= TASK INPUT =
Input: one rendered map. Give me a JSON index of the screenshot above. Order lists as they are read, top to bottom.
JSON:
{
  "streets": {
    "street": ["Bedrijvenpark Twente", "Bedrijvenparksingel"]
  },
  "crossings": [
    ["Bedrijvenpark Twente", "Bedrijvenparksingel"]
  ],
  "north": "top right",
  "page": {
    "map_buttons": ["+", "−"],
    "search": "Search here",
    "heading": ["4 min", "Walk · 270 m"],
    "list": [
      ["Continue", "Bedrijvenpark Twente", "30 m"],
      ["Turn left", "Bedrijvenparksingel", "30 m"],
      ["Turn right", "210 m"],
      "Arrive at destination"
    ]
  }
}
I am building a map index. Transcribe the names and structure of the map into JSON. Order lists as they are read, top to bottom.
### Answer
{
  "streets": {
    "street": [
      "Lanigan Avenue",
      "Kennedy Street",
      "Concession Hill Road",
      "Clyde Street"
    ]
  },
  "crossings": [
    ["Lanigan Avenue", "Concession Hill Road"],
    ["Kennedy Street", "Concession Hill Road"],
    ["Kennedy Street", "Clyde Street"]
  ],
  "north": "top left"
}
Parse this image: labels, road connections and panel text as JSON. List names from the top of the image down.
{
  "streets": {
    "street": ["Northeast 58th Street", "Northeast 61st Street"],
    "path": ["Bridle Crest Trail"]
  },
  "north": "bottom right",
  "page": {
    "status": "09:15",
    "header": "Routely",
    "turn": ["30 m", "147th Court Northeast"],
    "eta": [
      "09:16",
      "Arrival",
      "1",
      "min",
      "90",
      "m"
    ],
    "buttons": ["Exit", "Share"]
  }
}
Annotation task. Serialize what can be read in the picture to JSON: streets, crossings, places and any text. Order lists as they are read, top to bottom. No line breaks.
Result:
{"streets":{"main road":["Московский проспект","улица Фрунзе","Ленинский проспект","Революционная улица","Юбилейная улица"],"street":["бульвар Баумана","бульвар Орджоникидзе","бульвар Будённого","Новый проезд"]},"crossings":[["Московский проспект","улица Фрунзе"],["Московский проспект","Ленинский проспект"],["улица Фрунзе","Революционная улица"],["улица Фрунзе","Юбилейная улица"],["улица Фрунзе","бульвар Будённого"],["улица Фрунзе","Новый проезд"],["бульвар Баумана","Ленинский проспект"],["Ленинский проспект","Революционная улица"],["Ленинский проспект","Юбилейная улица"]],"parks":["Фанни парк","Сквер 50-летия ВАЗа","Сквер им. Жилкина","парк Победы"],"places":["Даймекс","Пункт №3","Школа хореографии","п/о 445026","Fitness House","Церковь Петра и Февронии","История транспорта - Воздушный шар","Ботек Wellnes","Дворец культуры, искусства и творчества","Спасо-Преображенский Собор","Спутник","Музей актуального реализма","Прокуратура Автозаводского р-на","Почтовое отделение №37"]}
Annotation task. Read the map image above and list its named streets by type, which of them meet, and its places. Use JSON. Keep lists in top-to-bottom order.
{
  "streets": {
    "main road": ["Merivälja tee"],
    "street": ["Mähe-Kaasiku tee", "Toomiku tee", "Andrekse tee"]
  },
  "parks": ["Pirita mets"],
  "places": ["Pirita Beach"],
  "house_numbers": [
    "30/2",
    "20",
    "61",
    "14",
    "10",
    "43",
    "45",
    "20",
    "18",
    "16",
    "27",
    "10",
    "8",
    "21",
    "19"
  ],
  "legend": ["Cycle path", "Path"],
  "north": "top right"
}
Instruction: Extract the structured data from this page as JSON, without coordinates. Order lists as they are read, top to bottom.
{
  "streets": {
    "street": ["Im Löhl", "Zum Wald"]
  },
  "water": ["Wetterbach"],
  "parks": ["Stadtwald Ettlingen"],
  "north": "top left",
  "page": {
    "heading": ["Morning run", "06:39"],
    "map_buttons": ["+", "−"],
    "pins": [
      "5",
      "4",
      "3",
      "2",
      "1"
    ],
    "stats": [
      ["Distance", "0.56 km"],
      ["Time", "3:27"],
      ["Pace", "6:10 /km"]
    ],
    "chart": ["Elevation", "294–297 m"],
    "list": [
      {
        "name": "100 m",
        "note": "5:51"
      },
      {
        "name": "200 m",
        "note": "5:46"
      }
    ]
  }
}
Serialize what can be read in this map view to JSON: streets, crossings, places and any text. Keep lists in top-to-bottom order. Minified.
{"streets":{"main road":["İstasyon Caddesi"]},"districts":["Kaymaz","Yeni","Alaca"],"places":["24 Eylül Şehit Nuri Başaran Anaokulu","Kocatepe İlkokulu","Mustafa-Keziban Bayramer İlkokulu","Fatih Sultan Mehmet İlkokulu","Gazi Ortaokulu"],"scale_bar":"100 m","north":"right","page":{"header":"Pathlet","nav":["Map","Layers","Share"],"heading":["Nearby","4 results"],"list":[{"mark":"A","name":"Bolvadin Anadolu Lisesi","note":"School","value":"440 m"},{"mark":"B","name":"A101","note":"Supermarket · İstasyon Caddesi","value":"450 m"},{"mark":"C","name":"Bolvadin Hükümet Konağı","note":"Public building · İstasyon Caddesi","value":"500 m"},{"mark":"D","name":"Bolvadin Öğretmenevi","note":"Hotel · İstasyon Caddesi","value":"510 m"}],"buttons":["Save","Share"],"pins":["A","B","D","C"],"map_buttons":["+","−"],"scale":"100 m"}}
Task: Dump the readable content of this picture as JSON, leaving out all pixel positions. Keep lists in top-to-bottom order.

= WHAT YOU WILL DO =
The answer is every line in the data where the word "picture" appears.

= RESULT =
Annotation task. Serialize what can be read in the picture to JSON: streets, crossings, places and any text. Order lists as they are read, top to bottom. No line breaks.
Task: Dump the readable content of this picture as JSON, leaving out all pixel positions. Keep lists in top-to-bottom order.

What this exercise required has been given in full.